Friday morning found us up and out the hotel room door early headed to the complimentary breakfast at the hotel. It was terrible for the most part and I hoped a pattern of bad meals was not beginning to form. I ate my rubbery scrambled eggs and tough as shoe leather round slice of ham as Paul did but he added some toast and a muffin. I would wish later that I had eaten just a little more. But the orange juice and milk were fine and washed the other parts of breakfast down. We were on the road for the few minutes drive to the Franconia strewnfield. We had arranged to meet Richard Garcia, Eric Rasmussen, Dave Libuszowski at the end of the road off the interstate by the railroad tracks and drive into the day’s hunting spot. We arrived and waited just a minute or two for Eric to arrive next. Richard and Dave would be just a little later so we followed Eric on into the north side up toward the mountains in the distance. After just minutes Richard pulled in behind my Jeep with his. We reached the spot and parked. Soon we were heading on foot in an easterly direction into the desert. We were supposed to hunt seriously after we got in a good way. But I was hunting while I hiked. Both Paul and I ended up going too far north instead of more southeast and never found the others. It was a long hard, hot hike.

Photo Credit: Paul Harris

We all got back to the vehicles one way or another and just one flat tire was corrected. Roy Miller and Cody Miller were there at the parking area. It was nice to see them. We headed back to town. Pizza was on the menu and I know Paul and I were both ready for something after the poor breakfast and just energy food and liquid all day in the desert. The pizza was fantastic and the conversation and fun at dinner made for a sparkling evening. We were tired and ready to get some sleep for Saturday was going to be an early getup day. We wanted to hunt as much as we could in the early morning when it was cooler. It was sprinkling a little and there was lightning was we drove from Lake Havasu to the Pilot gas station at I-40. I was going to top off on gas and get something there for breakfast. 7AM was the time to be at the end of the Franconia road again and we were there just before that. We could see the tail-end of the clouds so we were not worried about being hit by lightning. It would be totally clear by the time we arrived where we were hunting. We followed Eric again to a spot just east of where we had hunted a few years ago. So we were more confident as we headed away from the cars that we would have some luck.
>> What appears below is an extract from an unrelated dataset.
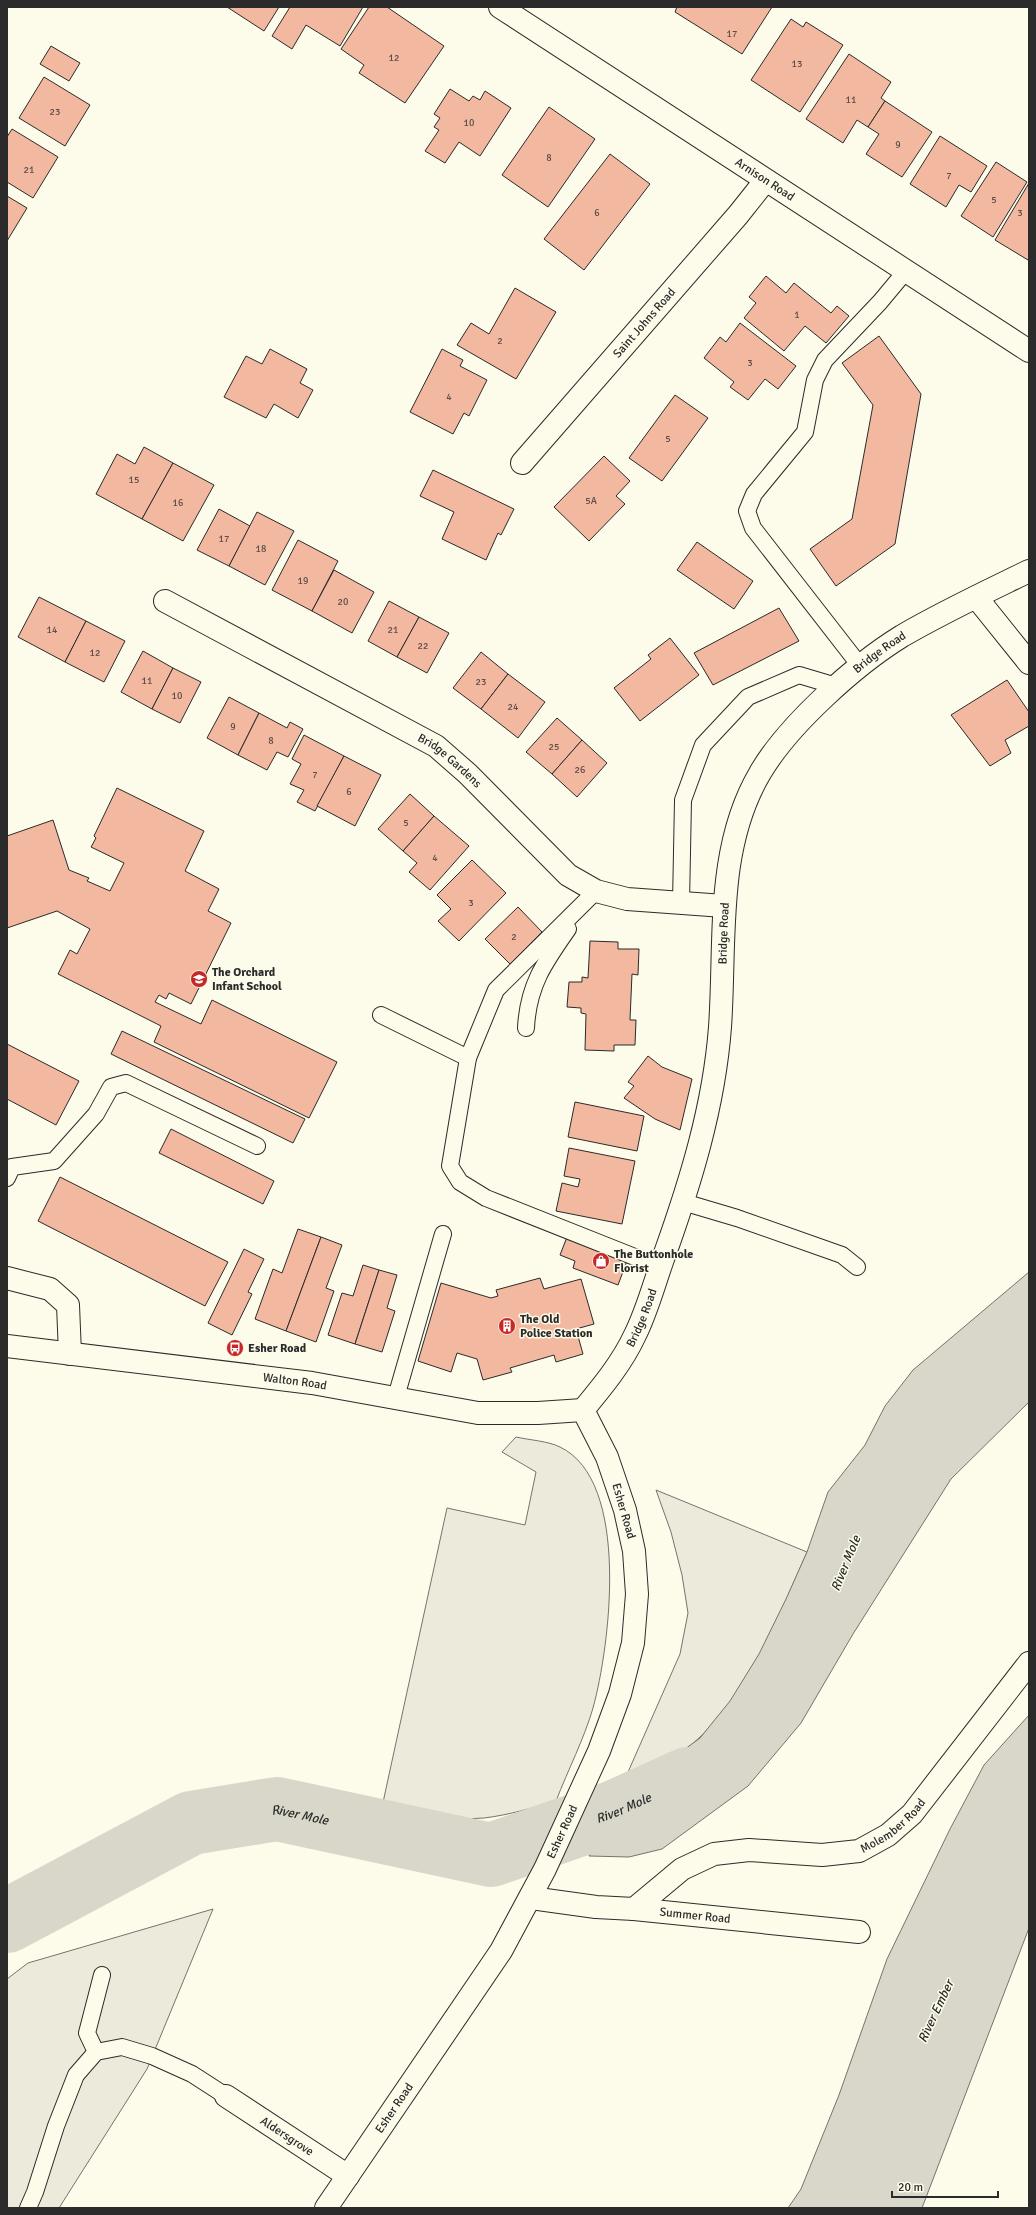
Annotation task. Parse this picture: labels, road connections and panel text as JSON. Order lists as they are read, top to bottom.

Over the years I have found many of the small pieces of meteoritic iron but had never found more than my one single small flat flake of stone broken off a larger meteorite. I really wanted to finally break the ice at Franconia and find a stone. Paul had found stones but had never found any irons. He wanted to fill that gap too. Richard and Dave arrived very soon and headed in also. We were hunting for maybe an hour when I got a hit. It was a small meteorite but I was not going home skunked this time. I reported the find over the walkie-talkie and immediately heard Paul yell from where he was a couple hundred yards away “I know who is buying dinner on the trip home!” We have a deal that the one who finds a meteorite pays for dinner on our homeward drive. Always something the person is happy to do. Richard was just a little ways away from me so I walked over there and proudly showed off my tiny 1.8 gram Franconia stone. But I could not have been happier after the month of days of hunting without finding one if it had been a kilo size stone. The Franconia jinks were off and I could relax and just hunt hoping for more luck. It was not long before the other guys began to report finds of stones and irons. Dave had hit a spot with irons and Paul was near there and hunting in that direction and bang within a minute or two he found a very nice, neatly shaped, over a gram iron. So we were both successful and splitting the dinner bill on the way home.

Paul and Richard

We wanted to be on the road by around 2PM so about 1 in the afternoon we started making our way down toward the cars far away. As I came out of a small wash I swung the detector to the left and it screamed on the side of the low slope of the wash. I took my magnet that I hold in my other hand and went through the spot and found the second and much larger stone for my day of hunting. Everyone did well recovering meteorites. Dave found two stone a 20+ gram and a 90+ gram and several irons. Eric found irons. Richard found a nice stone on the surface baking in the sun. Everyone was heading home with meteorites.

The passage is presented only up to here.